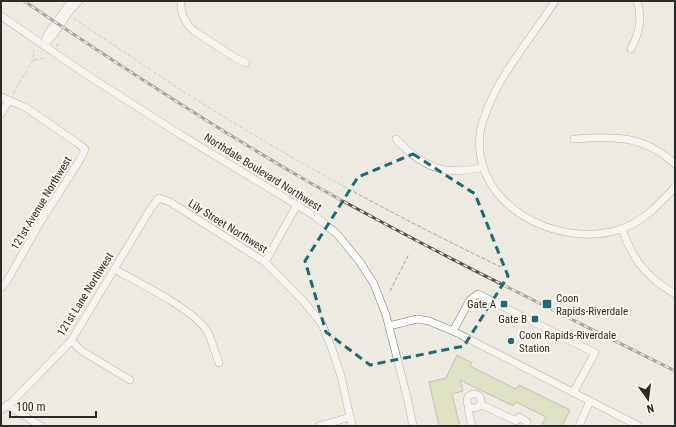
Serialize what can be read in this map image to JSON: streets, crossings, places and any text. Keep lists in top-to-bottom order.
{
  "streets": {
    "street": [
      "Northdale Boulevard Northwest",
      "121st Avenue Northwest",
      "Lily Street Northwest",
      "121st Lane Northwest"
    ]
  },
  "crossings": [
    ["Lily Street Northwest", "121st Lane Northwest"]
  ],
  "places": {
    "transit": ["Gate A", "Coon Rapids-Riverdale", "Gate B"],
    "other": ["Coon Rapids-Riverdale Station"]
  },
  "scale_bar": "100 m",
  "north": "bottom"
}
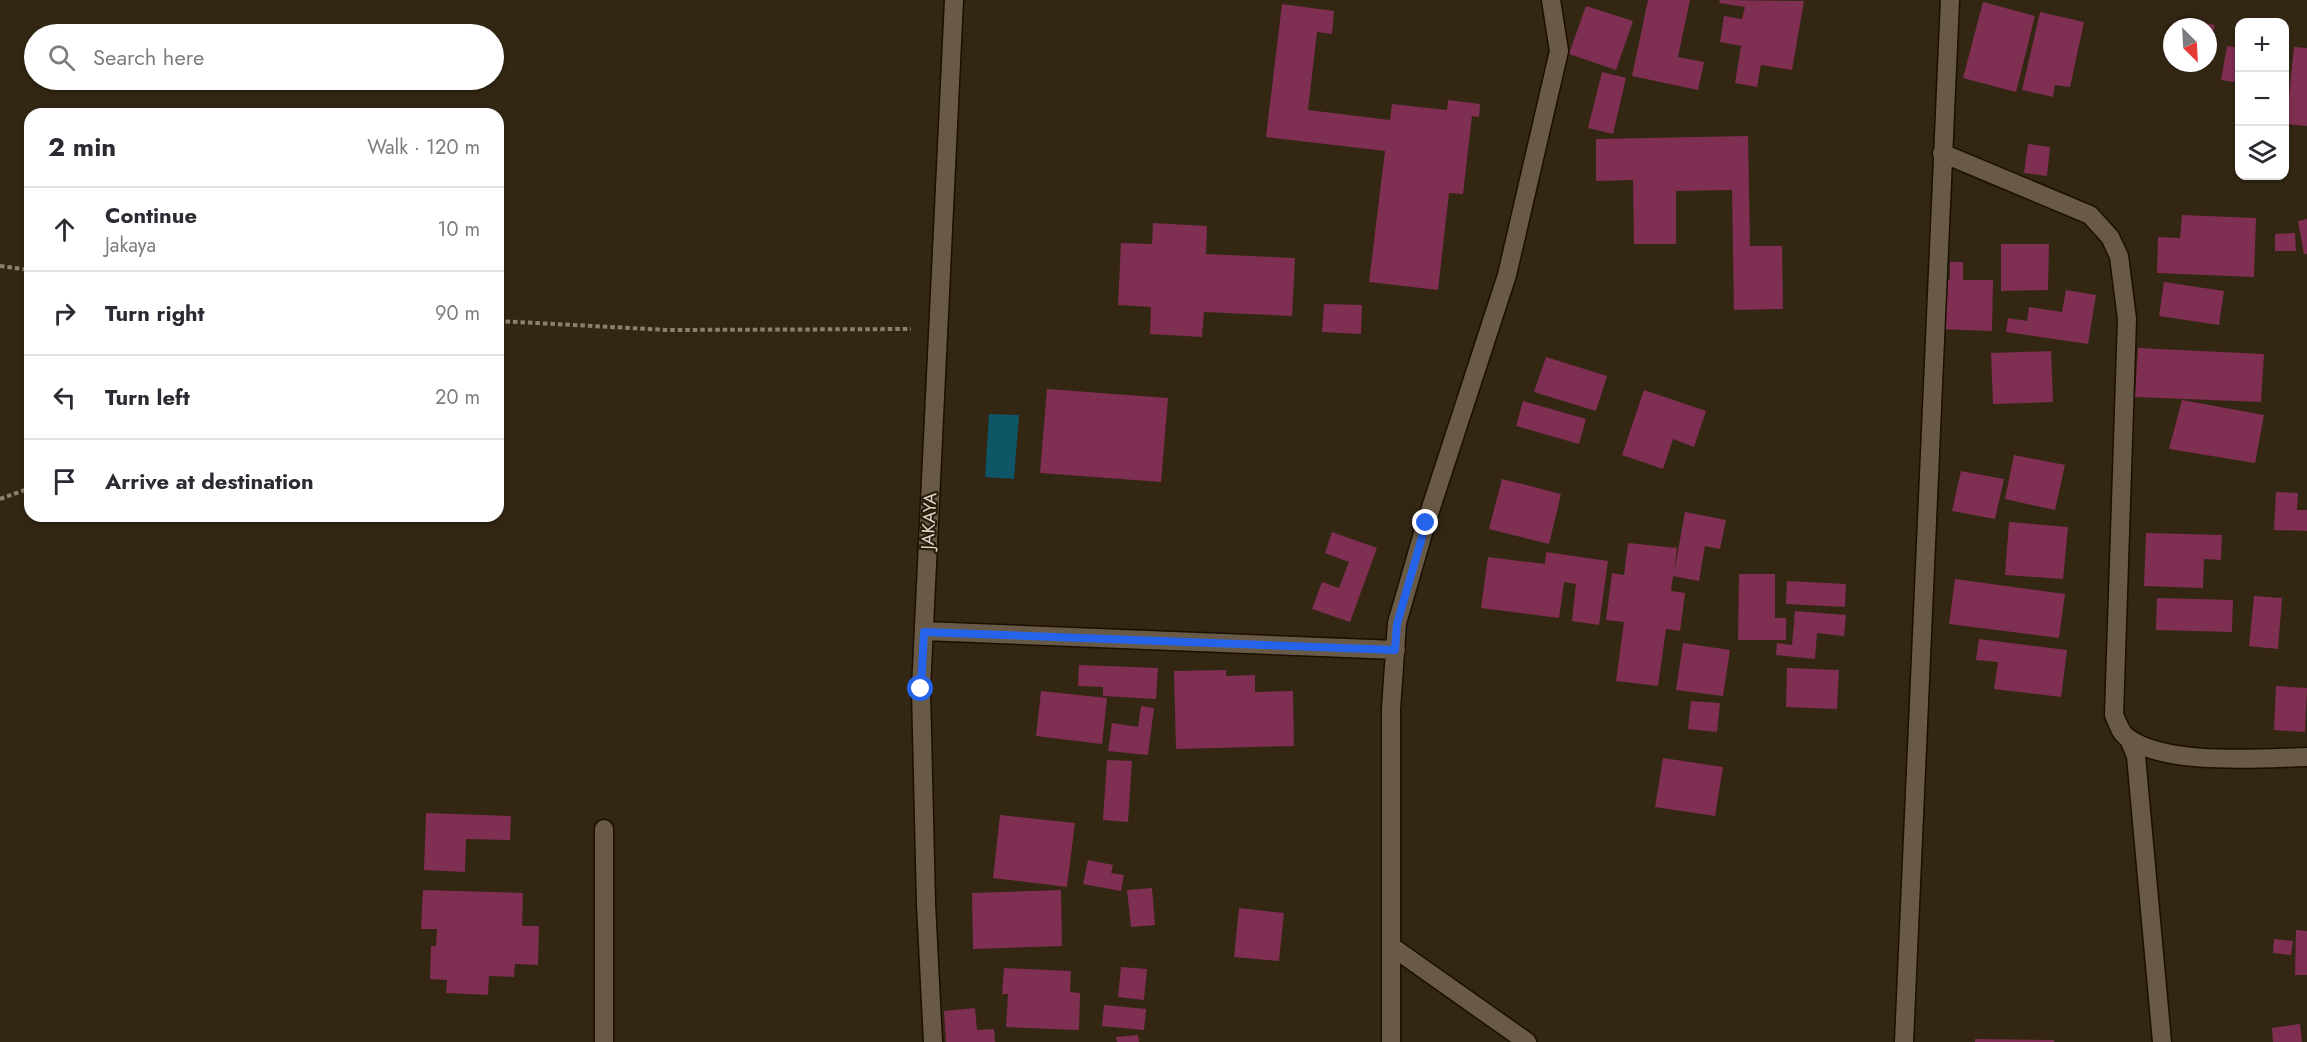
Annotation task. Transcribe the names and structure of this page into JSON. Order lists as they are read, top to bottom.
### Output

◇ ◇ ◇ ◇ ◇ ◇ ◇

● **ACTIVITY**: Every line from the one containing "Annotation task. Transcribe" to the close of the records must be reproduced exactly. Include both ends and nothing more.

● **SOLUTION TO THIS EXERCISE**:
Annotation task. Transcribe the names and structure of this page into JSON. Order lists as they are read, top to bottom.
### Output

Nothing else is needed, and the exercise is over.